Background and objective: In contrast to respiratory sound classification, respiratory phase and adventitious sound event detection provides more detailed and accurate respiratory information, which is clinically important for respiratory disorders. However, current respiratory sound event detection models mainly use convolutional neural networks to generate frame-level predictions. 

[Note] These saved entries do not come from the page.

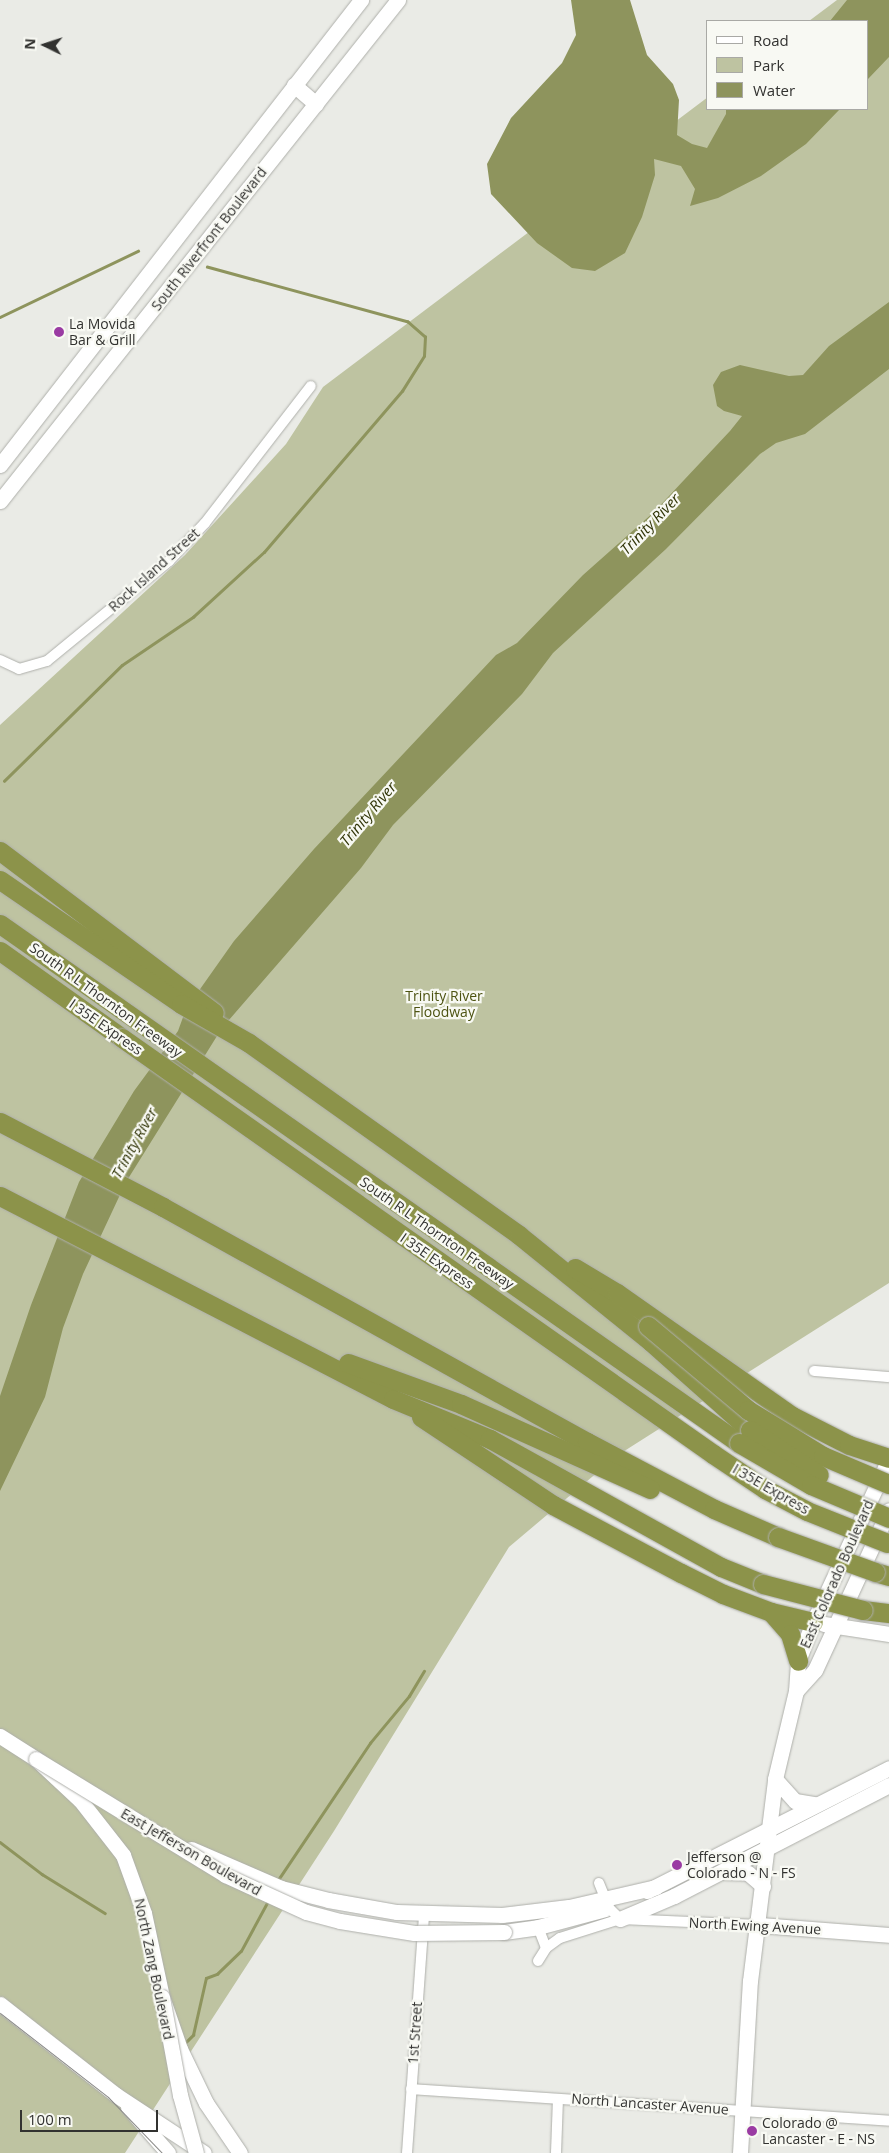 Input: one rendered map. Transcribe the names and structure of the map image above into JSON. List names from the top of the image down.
{
  "streets": {
    "highway": ["South R L Thornton Freeway", "I 35E Express"],
    "main road": [
      "South Riverfront Boulevard",
      "East Colorado Boulevard",
      "East Jefferson Boulevard",
      "North Ewing Avenue",
      "North Zang Boulevard"
    ],
    "street": ["Rock Island Street", "1st Street", "North Lancaster Avenue"]
  },
  "crossings": [
    ["East Colorado Boulevard", "North Ewing Avenue"],
    ["East Colorado Boulevard", "North Lancaster Avenue"],
    ["East Jefferson Boulevard", "North Zang Boulevard"],
    ["1st Street", "North Lancaster Avenue"]
  ],
  "water": ["Trinity River"],
  "parks": ["Trinity River Floodway"],
  "places": ["La Movida Bar & Grill", "Jefferson @ Colorado - N - FS", "Colorado @ Lancaster - E - NS"],
  "legend": ["Road", "Park", "Water"],
  "scale_bar": "100 m",
  "north": "left"
} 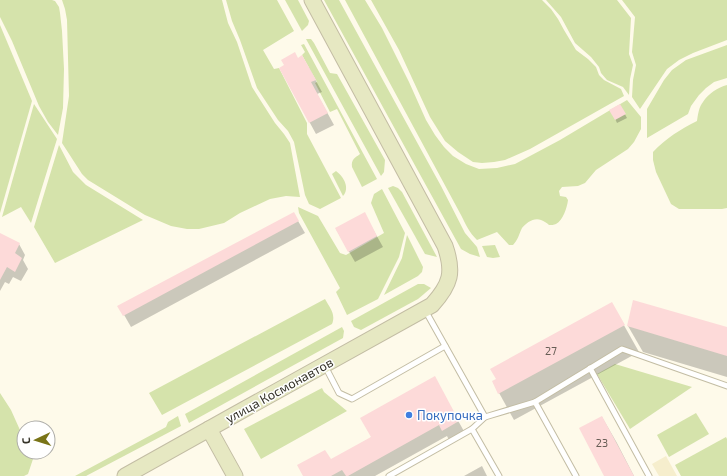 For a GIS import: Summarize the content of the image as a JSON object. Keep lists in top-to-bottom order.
{
  "streets": {
    "main road": ["улица Космонавтов"]
  },
  "places": ["Покупочка"],
  "house_numbers": ["27", "23"],
  "north": "left"
} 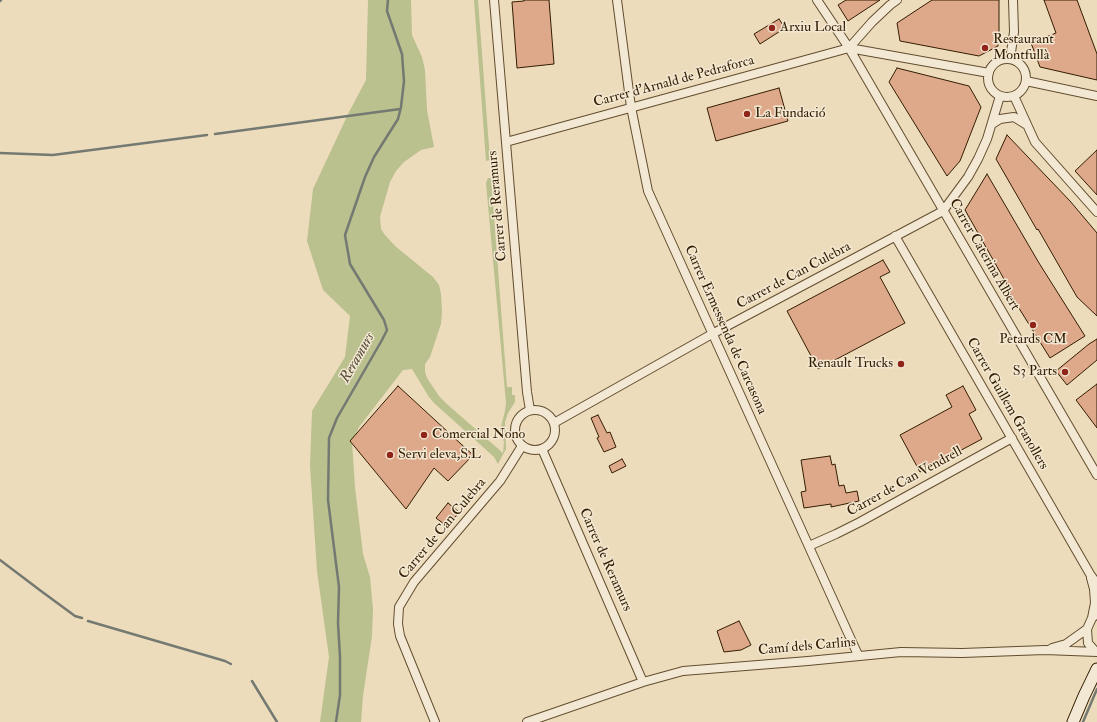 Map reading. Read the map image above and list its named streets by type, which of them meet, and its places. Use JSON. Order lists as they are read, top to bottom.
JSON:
{
  "streets": {
    "street": [
      "Carrer d'Arnald de Pedraforca",
      "Carrer de Reramurs",
      "Carrer Caterina Albert",
      "Carrer de Can Culebra",
      "Carrer Ermessenda de Carcasona",
      "Carrer Guillem Granollers",
      "Carrer de Can Vendrell",
      "Camí dels Carlins"
    ]
  },
  "crossings": [
    ["Carrer d'Arnald de Pedraforca", "Carrer de Reramurs"],
    ["Carrer d'Arnald de Pedraforca", "Carrer Caterina Albert"],
    ["Carrer d'Arnald de Pedraforca", "Carrer Ermessenda de Carcasona"],
    ["Carrer de Reramurs", "Carrer de Can Culebra"],
    ["Carrer de Reramurs", "Camí dels Carlins"],
    ["Carrer Caterina Albert", "Carrer de Can Culebra"],
    ["Carrer de Can Culebra", "Carrer Ermessenda de Carcasona"],
    ["Carrer de Can Culebra", "Carrer Guillem Granollers"],
    ["Carrer Ermessenda de Carcasona", "Carrer de Can Vendrell"],
    ["Carrer Ermessenda de Carcasona", "Camí dels Carlins"],
    ["Carrer Guillem Granollers", "Carrer de Can Vendrell"]
  ],
  "water": ["Reramurs"],
  "places": [
    "Arxiu Local",
    "Restaurant Montfullà",
    "La Fundació",
    "Petards CM",
    "Renault Trucks",
    "S3 Parts",
    "Comercial Nono",
    "Servi eleva,S.L"
  ]
}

A significant drawback of the frame-based model lies in its pursuit of optimal frame-level predictions rather than the best event-level ones. Moreover, it demands post-processing and is incapable of being trained in an entirely end-to-end fashion. Based on the above research status, this paper proposes an event-based Transformer method - Respiratory Events Detection Transformer (REDT) for multi-class respiratory sound event detection task to achieve efficient recognition and localization of the respiratory phase and adventitious sound events.
Approach: Firstly, REDT approach employs the Transformer for time-frequency analysis of respiratory sound signals to extract essential features. Secondly, REDT converts these features into timestamp representations and achieves sound event detection by predicting the location and category of timestamps.
Main results: Our method is validated on the public dataset HF_Lung_V1. The experimental results show that our F1 scores for inspiration, expiration, Continuous Adventitious Sound(CAS) and Discontinuous Adventitious Sound(DAS) are 90.5%, 77.3%, 78.9%, and 59.4%, respectively.
Significance: These results demonstrate the method's significant performance in respiratory sound event detection.
Keywords: Event-based detection; Fine-tuning pretrained model; Hierarchical Transformer; Respiratory sound event detection.
© 2025 Institute of Physics and Engineering in Medicine. All rights, including for text and data mining, AI training, and similar technologies, are reserved.